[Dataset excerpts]
----------

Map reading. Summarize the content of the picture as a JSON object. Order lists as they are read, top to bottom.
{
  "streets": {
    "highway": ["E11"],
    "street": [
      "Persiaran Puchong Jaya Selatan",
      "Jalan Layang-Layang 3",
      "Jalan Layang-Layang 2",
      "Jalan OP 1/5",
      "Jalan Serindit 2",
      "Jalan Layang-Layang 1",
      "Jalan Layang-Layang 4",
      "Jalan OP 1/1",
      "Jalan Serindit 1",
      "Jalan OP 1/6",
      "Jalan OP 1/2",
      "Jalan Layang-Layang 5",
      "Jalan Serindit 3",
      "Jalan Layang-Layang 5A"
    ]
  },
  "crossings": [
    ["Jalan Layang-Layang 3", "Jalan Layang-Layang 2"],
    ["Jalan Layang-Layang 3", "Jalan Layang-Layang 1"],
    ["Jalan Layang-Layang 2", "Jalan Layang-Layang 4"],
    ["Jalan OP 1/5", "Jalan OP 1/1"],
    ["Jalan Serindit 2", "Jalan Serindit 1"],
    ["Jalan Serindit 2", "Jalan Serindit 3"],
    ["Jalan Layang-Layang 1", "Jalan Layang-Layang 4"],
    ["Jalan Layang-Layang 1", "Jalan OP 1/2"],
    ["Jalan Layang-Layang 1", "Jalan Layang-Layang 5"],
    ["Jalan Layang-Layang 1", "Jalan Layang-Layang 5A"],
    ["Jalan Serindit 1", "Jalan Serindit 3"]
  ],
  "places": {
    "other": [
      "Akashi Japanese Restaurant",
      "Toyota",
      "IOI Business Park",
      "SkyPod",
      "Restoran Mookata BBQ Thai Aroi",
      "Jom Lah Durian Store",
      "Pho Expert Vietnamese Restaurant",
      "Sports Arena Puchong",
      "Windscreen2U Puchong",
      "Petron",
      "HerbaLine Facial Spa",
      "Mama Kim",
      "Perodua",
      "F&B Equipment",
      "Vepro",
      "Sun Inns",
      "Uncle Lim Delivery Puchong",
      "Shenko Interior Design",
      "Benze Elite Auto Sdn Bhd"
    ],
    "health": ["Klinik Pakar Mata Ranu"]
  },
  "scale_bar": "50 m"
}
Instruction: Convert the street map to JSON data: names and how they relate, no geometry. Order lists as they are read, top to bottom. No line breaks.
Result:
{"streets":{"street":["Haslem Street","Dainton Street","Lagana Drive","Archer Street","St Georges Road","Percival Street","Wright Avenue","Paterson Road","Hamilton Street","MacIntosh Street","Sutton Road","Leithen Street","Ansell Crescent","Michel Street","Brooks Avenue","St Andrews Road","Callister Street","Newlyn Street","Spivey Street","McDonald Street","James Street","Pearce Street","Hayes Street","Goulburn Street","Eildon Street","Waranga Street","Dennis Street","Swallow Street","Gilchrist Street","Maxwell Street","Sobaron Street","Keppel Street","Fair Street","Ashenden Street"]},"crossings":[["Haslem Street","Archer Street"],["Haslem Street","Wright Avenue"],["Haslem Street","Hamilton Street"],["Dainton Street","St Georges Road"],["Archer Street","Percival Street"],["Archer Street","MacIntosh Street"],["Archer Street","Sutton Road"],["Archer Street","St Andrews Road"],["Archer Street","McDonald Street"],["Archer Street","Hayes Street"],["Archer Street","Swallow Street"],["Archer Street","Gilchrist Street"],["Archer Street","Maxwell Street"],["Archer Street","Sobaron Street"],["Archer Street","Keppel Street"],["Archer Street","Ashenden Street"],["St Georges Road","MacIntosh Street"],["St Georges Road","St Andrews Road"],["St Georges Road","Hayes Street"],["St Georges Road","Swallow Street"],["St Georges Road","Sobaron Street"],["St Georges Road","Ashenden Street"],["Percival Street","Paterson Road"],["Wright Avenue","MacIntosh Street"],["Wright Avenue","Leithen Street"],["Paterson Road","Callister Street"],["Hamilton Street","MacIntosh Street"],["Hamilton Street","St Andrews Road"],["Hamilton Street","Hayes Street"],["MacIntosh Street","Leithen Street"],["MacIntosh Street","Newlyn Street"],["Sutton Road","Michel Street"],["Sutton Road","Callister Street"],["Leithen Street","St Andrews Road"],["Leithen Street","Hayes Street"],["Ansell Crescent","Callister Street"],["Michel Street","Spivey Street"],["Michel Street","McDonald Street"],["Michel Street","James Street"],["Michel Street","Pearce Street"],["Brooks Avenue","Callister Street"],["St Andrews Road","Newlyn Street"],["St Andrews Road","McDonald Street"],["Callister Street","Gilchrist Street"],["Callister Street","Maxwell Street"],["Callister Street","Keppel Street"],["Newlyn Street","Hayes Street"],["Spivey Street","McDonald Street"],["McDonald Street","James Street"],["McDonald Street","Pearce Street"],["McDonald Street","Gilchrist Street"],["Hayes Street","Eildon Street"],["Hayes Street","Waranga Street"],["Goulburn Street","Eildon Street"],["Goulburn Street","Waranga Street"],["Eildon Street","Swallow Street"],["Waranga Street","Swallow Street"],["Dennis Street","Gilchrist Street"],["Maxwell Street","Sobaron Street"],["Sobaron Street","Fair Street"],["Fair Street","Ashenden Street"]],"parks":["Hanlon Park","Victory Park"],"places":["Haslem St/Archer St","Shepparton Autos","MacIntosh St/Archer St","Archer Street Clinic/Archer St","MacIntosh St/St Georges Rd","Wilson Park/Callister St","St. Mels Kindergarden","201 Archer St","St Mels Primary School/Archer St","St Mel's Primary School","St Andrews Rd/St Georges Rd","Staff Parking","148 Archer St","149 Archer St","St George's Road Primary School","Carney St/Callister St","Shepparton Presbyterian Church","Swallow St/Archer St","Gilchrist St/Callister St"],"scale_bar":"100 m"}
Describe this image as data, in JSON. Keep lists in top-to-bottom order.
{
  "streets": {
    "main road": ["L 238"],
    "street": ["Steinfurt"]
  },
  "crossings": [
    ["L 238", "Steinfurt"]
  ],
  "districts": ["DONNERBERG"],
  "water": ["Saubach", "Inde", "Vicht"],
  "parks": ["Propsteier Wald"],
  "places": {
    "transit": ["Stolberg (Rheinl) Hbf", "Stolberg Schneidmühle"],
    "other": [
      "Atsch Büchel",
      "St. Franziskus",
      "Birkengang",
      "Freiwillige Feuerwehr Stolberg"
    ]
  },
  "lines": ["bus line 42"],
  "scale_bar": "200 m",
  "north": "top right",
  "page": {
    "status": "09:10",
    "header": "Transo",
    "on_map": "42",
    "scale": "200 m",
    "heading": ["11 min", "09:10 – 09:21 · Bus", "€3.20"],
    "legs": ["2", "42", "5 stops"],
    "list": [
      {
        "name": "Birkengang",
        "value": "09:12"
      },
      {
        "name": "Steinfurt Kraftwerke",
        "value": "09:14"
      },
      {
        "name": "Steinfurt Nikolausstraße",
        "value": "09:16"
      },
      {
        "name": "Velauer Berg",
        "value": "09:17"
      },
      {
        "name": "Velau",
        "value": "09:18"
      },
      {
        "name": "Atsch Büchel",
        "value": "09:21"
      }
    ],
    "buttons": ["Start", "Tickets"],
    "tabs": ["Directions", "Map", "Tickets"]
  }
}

----------

Please tally the lines above that include the word "Steinfurt" and answer with the number by itself.

4